--- THE PROBLEM ---
Skip any pictures. Repeat the data exactly, from its first line through the line that holds "position:absolute; left:1130px; top:12px;", both included.
Start of EXERCISE INPUTS
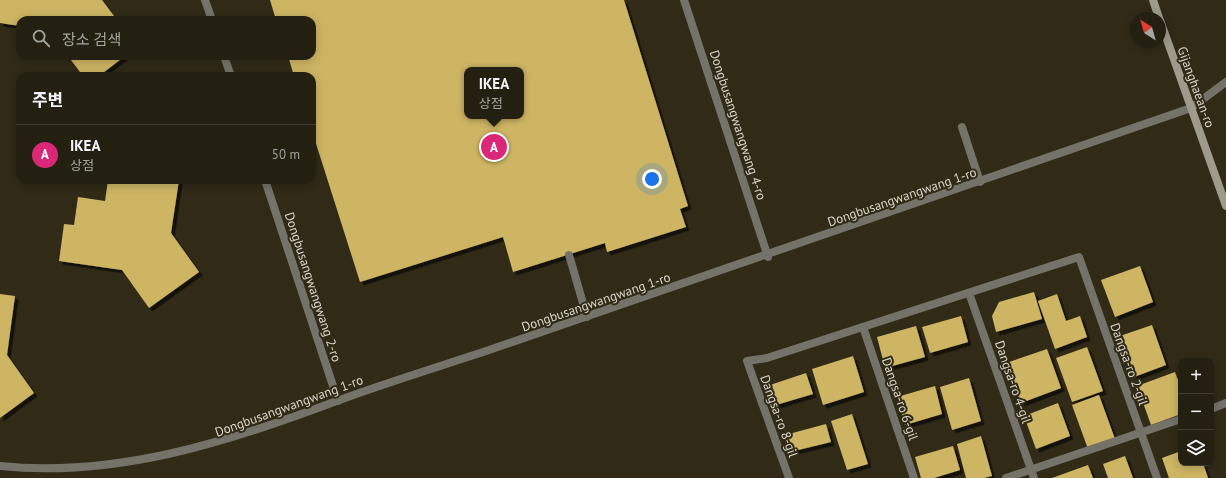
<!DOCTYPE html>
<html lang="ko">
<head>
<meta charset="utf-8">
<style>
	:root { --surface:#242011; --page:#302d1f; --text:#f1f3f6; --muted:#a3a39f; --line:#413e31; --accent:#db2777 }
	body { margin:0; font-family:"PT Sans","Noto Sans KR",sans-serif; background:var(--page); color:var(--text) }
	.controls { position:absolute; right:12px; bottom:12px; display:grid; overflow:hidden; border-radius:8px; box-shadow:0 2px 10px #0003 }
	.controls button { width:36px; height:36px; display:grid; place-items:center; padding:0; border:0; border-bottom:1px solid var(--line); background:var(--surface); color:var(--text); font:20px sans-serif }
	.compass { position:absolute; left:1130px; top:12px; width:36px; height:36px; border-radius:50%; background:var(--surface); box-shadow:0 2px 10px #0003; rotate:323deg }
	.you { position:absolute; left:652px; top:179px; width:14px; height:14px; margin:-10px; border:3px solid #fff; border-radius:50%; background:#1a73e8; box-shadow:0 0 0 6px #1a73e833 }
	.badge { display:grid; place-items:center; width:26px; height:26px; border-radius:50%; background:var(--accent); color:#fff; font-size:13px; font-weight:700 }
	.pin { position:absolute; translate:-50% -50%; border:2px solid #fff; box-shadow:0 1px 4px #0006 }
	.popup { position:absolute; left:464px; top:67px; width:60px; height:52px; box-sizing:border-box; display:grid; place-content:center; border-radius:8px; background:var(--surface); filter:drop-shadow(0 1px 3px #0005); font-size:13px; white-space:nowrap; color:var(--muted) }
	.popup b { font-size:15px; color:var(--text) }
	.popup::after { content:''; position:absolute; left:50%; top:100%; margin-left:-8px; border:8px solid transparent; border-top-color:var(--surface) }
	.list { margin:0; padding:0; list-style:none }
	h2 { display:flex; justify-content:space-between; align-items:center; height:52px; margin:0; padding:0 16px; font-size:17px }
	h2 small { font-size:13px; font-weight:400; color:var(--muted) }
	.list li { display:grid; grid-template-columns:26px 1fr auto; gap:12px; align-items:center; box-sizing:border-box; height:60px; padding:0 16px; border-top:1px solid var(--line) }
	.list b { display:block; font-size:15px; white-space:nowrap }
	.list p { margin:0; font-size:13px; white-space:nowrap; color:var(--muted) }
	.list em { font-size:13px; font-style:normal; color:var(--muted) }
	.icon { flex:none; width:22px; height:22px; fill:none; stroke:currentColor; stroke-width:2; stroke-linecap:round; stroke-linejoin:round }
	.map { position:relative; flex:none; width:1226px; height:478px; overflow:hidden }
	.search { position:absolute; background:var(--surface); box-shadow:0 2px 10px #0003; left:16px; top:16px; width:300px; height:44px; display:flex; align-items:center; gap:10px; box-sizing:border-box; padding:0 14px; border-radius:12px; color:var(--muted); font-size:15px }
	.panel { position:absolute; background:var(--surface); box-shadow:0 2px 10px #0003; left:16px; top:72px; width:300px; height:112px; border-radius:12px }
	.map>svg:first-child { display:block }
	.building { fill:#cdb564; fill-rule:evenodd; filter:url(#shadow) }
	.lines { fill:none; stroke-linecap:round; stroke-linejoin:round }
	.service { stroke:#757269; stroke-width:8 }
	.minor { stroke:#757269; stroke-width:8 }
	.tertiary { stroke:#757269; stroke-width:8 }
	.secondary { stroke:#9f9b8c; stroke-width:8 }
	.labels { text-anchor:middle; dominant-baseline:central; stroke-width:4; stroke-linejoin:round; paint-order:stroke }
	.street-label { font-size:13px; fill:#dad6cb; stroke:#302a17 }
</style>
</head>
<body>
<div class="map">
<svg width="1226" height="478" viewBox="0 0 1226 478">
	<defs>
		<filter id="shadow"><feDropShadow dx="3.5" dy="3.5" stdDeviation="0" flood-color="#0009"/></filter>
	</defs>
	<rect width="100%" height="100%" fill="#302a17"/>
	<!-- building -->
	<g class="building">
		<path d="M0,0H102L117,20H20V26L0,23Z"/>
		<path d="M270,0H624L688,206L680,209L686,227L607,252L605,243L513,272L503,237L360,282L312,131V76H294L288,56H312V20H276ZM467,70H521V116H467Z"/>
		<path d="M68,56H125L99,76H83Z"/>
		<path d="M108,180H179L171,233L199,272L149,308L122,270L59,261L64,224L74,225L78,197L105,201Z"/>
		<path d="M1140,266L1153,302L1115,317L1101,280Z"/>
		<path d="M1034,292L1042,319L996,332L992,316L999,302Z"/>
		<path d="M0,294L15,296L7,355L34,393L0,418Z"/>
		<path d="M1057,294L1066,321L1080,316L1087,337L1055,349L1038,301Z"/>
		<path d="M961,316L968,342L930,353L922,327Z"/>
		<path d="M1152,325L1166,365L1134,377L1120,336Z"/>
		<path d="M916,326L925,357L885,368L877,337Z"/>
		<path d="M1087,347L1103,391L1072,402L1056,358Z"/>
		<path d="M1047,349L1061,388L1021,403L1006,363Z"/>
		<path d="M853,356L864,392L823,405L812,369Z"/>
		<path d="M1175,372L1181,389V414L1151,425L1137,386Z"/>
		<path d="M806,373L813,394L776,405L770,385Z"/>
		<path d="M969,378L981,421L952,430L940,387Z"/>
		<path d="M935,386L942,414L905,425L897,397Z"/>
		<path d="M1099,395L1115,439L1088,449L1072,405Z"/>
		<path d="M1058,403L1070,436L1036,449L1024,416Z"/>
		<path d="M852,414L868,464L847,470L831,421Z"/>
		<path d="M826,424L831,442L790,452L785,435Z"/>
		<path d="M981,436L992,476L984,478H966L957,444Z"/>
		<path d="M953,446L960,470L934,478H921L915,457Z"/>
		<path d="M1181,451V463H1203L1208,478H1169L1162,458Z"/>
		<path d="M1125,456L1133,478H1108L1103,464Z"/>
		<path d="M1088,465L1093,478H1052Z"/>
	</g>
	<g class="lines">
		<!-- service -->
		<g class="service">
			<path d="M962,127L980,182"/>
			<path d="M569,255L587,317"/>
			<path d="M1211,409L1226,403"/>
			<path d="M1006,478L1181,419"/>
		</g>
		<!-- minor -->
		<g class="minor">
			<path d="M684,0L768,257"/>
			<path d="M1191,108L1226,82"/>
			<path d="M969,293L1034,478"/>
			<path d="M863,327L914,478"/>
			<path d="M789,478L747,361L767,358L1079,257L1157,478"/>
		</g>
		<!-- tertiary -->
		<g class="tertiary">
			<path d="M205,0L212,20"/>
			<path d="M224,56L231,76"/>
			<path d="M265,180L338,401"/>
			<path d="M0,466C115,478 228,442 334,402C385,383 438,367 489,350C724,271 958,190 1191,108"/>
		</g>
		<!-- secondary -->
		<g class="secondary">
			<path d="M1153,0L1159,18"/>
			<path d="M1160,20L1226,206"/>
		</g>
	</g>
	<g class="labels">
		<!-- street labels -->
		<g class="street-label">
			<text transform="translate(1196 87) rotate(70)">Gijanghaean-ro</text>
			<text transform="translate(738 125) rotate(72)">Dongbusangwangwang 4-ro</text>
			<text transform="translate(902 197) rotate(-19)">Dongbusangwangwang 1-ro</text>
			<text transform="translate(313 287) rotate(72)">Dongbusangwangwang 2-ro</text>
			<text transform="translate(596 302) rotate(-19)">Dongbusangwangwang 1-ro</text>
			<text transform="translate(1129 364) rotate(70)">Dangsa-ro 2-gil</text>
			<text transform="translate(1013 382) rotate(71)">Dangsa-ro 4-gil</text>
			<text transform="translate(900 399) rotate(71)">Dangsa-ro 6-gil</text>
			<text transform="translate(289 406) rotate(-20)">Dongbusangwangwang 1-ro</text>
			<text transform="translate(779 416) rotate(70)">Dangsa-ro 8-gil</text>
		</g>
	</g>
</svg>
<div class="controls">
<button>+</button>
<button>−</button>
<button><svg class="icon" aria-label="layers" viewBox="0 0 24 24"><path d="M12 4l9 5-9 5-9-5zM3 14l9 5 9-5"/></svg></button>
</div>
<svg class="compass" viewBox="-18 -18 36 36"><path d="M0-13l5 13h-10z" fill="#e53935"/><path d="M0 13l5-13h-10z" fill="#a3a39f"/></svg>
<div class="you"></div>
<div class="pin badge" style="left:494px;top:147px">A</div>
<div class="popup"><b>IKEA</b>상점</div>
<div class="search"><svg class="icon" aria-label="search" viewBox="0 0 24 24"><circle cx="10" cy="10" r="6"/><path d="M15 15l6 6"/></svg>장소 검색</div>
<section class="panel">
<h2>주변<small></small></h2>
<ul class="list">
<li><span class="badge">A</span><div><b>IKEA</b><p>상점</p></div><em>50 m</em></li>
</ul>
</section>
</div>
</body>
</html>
End of EXERCISE INPUTS
--- SOLUTION ---
<!DOCTYPE html>
<html lang="ko">
<head>
<meta charset="utf-8">
<style>
	:root { --surface:#242011; --page:#302d1f; --text:#f1f3f6; --muted:#a3a39f; --line:#413e31; --accent:#db2777 }
	body { margin:0; font-family:"PT Sans","Noto Sans KR",sans-serif; background:var(--page); color:var(--text) }
	.controls { position:absolute; right:12px; bottom:12px; display:grid; overflow:hidden; border-radius:8px; box-shadow:0 2px 10px #0003 }
	.controls button { width:36px; height:36px; display:grid; place-items:center; padding:0; border:0; border-bottom:1px solid var(--line); background:var(--surface); color:var(--text); font:20px sans-serif }
	.compass { position:absolute; left:1130px; top:12px; width:36px; height:36px; border-radius:50%; background:var(--surface); box-shadow:0 2px 10px #0003; rotate:323deg }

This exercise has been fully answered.